Then all grew confused and Tichon fell asleep. He dreamt he was flying over some visionary city: either the old legendary town Kitesh, or the New Jerusalem, or perhaps Stockholm, or else the Glass City, “like unto clear glass and a jasper stone, clear as crystal.” A music which was at the same time mathematics filled the luminous city.
He suddenly awoke. All around him were bustling about with joyous faces.
“The soldiers, the soldiers have come!”
Tichon looked out and saw afar off, on the borders of the wood, in the evening twilight, men around a fire wearing three-cornered hats, green coats with red lapels, and brass buttons. These were the soldiers. “The soldiers have come. Kindle! friends! God is with us!”
CHAPTER V
Captain Pirsky had received the following instructions from the Bishop of Nishni-Novgorod.
“The haunt of the Raskolniks is to be approached secretly, lest the people set themselves on fire. Should they shut themselves up in their monastery or chapel the soldiers must surround them in close order, and watch their shelter carefully night and day. At all costs prevent a fire. Try and persuade them to surrender, and give them hope that they will all be freely pardoned. And when they surrender make a list of their names, put them into footstocks or chains to make flight impossible, and send them with all their goods under guard to Nijni. But if, unmoved by your persuasions, they refuse to surrender, stubbornly remaining shut in, you must get them out as best you can by siege and famine; catching the ringleaders that their heresy may not spread. Take them prisoners by force or starvation, but avoid bloodshed. Should they set their robbers’ den or chapel on fire, you must flood it with water, and hacking away windows and doors, drag them out alive.”

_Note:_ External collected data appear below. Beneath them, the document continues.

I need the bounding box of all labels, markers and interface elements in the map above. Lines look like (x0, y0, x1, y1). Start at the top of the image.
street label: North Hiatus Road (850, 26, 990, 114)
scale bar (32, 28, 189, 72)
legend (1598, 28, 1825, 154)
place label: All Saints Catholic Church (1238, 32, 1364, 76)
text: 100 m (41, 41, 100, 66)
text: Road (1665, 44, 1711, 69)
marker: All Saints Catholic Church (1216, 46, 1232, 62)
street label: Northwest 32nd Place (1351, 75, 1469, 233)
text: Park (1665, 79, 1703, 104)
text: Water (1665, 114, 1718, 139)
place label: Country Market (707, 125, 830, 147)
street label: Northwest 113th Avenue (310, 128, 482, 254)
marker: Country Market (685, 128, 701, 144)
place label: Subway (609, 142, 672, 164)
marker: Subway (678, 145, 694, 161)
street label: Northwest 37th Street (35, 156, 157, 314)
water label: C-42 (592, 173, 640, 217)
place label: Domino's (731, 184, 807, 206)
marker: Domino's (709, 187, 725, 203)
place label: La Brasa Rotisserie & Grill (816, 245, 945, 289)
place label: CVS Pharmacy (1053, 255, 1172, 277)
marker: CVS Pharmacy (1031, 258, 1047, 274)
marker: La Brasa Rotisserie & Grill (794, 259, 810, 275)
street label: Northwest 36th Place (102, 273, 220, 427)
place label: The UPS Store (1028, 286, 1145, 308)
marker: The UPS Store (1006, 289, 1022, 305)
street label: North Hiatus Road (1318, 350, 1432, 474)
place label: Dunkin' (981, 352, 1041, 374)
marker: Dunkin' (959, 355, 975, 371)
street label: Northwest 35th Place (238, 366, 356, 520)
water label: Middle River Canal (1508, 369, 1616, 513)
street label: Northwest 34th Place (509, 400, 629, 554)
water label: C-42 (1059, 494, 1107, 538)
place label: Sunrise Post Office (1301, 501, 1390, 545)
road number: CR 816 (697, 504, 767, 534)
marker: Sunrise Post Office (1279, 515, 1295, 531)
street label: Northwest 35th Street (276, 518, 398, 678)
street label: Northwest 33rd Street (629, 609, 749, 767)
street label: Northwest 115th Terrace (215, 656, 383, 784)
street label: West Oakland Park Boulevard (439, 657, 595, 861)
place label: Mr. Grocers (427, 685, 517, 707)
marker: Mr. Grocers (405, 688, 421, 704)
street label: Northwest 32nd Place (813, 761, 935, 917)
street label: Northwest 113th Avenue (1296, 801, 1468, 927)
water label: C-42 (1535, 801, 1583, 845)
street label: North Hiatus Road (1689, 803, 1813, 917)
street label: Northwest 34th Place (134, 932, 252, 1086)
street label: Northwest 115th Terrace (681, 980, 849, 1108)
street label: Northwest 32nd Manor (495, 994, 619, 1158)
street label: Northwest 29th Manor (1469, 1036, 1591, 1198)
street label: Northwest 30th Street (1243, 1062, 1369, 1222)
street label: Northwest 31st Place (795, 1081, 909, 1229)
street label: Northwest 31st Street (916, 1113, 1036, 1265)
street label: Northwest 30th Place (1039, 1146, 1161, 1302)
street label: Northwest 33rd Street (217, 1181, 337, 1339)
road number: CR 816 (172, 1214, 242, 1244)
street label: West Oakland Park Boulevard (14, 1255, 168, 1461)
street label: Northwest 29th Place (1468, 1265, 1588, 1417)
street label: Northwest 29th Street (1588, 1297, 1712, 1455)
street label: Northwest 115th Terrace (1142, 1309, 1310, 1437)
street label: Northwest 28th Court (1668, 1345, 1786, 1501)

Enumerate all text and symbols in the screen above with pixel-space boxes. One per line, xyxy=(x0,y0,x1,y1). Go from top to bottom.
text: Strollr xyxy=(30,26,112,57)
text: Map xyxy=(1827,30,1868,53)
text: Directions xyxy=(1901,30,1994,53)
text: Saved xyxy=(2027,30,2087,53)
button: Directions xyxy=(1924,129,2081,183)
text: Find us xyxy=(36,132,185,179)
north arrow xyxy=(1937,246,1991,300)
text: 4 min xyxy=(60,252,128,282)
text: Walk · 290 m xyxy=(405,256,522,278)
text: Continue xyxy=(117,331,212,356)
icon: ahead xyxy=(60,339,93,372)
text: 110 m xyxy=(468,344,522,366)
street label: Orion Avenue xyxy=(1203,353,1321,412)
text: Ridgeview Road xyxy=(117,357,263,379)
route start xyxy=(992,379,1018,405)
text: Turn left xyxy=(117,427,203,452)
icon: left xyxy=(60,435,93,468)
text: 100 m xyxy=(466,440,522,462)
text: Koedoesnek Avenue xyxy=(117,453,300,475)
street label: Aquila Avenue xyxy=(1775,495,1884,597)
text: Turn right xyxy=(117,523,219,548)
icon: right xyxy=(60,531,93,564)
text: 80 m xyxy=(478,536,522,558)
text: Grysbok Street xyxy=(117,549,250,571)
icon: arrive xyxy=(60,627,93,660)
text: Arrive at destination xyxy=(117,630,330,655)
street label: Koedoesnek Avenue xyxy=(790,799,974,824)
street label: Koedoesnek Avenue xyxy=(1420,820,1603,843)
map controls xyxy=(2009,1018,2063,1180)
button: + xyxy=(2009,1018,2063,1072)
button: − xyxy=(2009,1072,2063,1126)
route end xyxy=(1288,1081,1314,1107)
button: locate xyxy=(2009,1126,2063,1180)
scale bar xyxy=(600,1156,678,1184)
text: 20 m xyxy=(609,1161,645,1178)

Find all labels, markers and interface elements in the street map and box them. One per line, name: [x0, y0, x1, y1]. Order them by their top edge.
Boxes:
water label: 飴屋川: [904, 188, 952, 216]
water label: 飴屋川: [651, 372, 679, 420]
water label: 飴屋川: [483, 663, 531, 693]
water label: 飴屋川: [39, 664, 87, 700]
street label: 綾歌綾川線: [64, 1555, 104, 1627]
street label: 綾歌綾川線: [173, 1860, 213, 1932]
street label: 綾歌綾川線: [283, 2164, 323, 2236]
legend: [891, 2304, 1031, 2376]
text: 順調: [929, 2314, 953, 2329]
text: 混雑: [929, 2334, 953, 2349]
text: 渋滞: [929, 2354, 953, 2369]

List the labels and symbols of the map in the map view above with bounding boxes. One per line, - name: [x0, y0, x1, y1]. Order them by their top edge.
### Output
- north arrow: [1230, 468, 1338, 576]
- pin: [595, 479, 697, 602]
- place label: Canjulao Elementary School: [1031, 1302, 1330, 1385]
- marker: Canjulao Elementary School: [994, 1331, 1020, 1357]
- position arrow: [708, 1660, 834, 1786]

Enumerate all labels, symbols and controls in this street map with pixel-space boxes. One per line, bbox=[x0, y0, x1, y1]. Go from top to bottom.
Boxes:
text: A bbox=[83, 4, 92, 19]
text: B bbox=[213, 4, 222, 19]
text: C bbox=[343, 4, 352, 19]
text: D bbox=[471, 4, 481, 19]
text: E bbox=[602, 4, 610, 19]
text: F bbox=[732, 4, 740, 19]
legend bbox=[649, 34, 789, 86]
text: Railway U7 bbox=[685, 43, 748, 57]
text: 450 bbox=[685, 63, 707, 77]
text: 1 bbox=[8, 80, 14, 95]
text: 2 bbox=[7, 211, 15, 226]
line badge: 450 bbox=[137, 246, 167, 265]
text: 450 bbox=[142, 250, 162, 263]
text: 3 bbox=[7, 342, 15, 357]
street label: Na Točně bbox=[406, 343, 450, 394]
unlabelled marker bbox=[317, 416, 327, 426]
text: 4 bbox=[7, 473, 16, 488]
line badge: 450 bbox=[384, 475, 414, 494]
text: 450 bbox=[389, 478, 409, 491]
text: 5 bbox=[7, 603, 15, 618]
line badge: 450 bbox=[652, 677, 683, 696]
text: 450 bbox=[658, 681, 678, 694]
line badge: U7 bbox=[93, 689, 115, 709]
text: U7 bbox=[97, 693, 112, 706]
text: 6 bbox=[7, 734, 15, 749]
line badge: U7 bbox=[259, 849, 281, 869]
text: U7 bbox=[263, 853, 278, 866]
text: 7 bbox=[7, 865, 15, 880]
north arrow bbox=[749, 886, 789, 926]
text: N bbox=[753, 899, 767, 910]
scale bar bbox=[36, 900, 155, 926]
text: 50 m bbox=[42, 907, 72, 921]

Captain Pirsky, a brave old retired soldier, who had been wounded at Poltava, considered the destruction of monasteries, a “cunning invention of the army of long-haired popes,” and would have preferred to have encountered the severest fire of the Swedes or Turks, than to meddle with the Raskolniks. They chose to burn themselves and he always received the blame! “The captain and other lay officers should exercise more caution and skill, for it is obvious that the Raskolniks seek death in the flames for fear of the Captain.” Pirsky explained that the Raskolniks were driven to death, not by fear but by their stubborn hate of the world. “They are filled with anger against us, whom they consider apostates, and would rather suffer death than accept the new faith, so inflated and stubborn are they over minutest trifles.” But these explanations were not listened to at the bishop’s palace and the remonstrances continued.